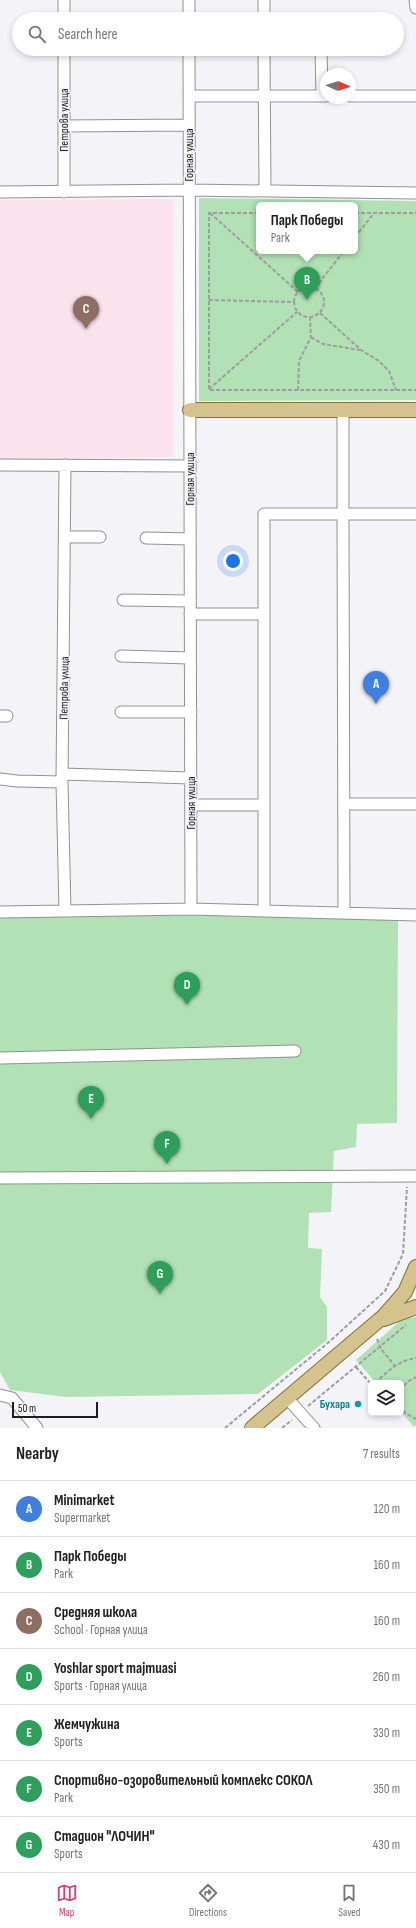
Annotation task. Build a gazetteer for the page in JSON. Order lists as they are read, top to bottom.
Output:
{
  "streets": {
    "street": ["Петрова улица", "Горная улица"]
  },
  "places": ["Бухара"],
  "scale_bar": "50 m",
  "north": "right",
  "page": {
    "search": "Search here",
    "popup": ["Парк Победы", "Park"],
    "pins": [
      "B",
      "C",
      "A",
      "D",
      "E",
      "F",
      "G"
    ],
    "scale": "50 m",
    "heading": ["Nearby", "7 results"],
    "list": [
      {
        "mark": "A",
        "name": "Minimarket",
        "note": "Supermarket",
        "value": "120 m"
      },
      {
        "mark": "B",
        "name": "Парк Победы",
        "note": "Park",
        "value": "160 m"
      },
      {
        "mark": "C",
        "name": "Средняя школа",
        "note": "School · Горная улица",
        "value": "160 m"
      },
      {
        "mark": "D",
        "name": "Yoshlar sport majmuasi",
        "note": "Sports · Горная улица",
        "value": "260 m"
      },
      {
        "mark": "E",
        "name": "Жемчужина",
        "note": "Sports",
        "value": "330 m"
      },
      {
        "mark": "F",
        "name": "Спортивно-озоровительный комплекс СОКОЛ",
        "note": "Park",
        "value": "350 m"
      },
      {
        "mark": "G",
        "name": "Стадион \"ЛОЧИН\"",
        "note": "Sports",
        "value": "430 m"
      }
    ],
    "nav": ["Map", "Directions", "Saved"]
  }
}
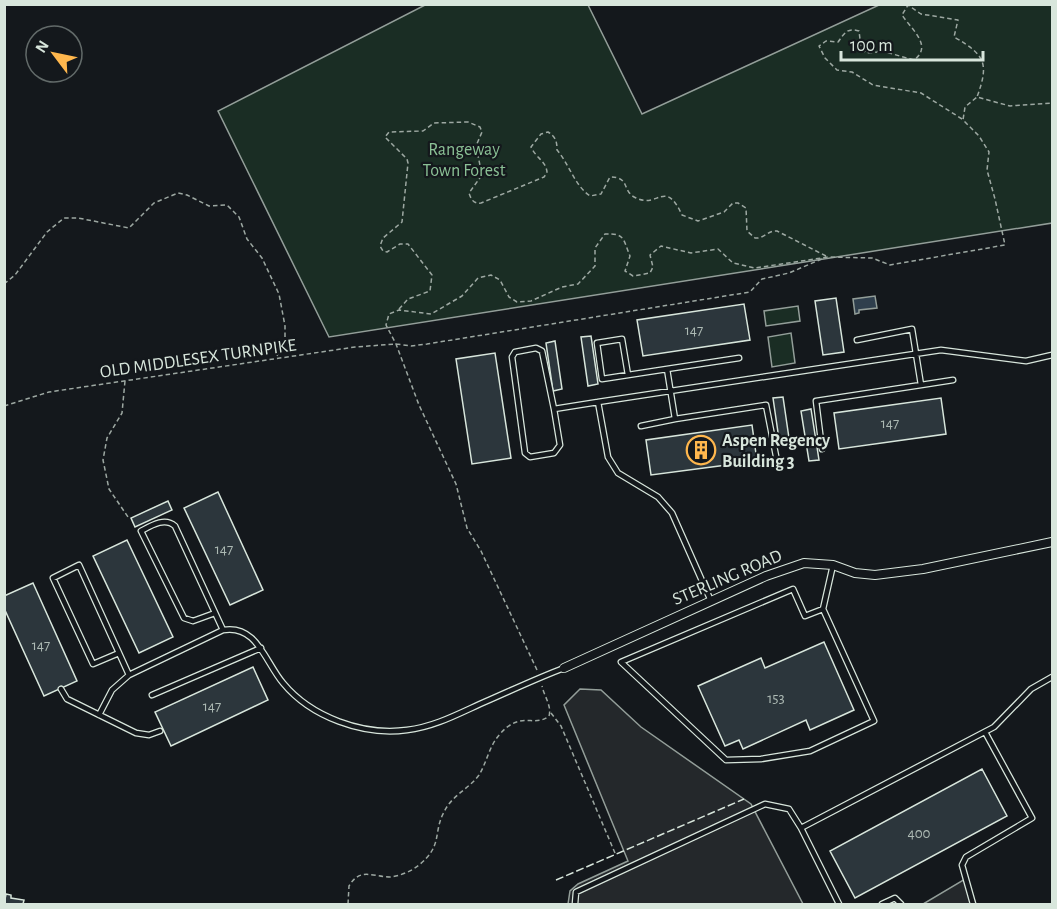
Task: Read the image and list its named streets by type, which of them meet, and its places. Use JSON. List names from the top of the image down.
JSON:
{
  "streets": {
    "street": ["STERLING ROAD"],
    "path": ["OLD MIDDLESEX TURNPIKE"]
  },
  "parks": ["Rangeway Town Forest"],
  "places": {
    "building": ["Aspen Regency Building 3"]
  },
  "house_numbers": [
    "147",
    "147",
    "147",
    "147",
    "153",
    "147",
    "400"
  ],
  "scale_bar": "100 m",
  "north": "top left"
}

▶ _Aim of the exercise_
The reply should contain all of the data above, word for word, with no pictures.

▶ _Exercise solution_
Annotation task. Build a gazetteer for the page in JSON. Order lists as they are read, top to bottom.
Output:
{
  "streets": {
    "street": ["Петрова улица", "Горная улица"]
  },
  "places": ["Бухара"],
  "scale_bar": "50 m",
  "north": "right",
  "page": {
    "search": "Search here",
    "popup": ["Парк Победы", "Park"],
    "pins": [
      "B",
      "C",
      "A",
      "D",
      "E",
      "F",
      "G"
    ],
    "scale": "50 m",
    "heading": ["Nearby", "7 results"],
    "list": [
      {
        "mark": "A",
        "name": "Minimarket",
        "note": "Supermarket",
        "value": "120 m"
      },
      {
        "mark": "B",
        "name": "Парк Победы",
        "note": "Park",
        "value": "160 m"
      },
      {
        "mark": "C",
        "name": "Средняя школа",
        "note": "School · Горная улица",
        "value": "160 m"
      },
      {
        "mark": "D",
        "name": "Yoshlar sport majmuasi",
        "note": "Sports · Горная улица",
        "value": "260 m"
      },
      {
        "mark": "E",
        "name": "Жемчужина",
        "note": "Sports",
        "value": "330 m"
      },
      {
        "mark": "F",
        "name": "Спортивно-озоровительный комплекс СОКОЛ",
        "note": "Park",
        "value": "350 m"
      },
      {
        "mark": "G",
        "name": "Стадион \"ЛОЧИН\"",
        "note": "Sports",
        "value": "430 m"
      }
    ],
    "nav": ["Map", "Directions", "Saved"]
  }
}
Task: Read the image and list its named streets by type, which of them meet, and its places. Use JSON. List names from the top of the image down.
JSON:
{
  "streets": {
    "street": ["STERLING ROAD"],
    "path": ["OLD MIDDLESEX TURNPIKE"]
  },
  "parks": ["Rangeway Town Forest"],
  "places": {
    "building": ["Aspen Regency Building 3"]
  },
  "house_numbers": [
    "147",
    "147",
    "147",
    "147",
    "153",
    "147",
    "400"
  ],
  "scale_bar": "100 m",
  "north": "top left"
}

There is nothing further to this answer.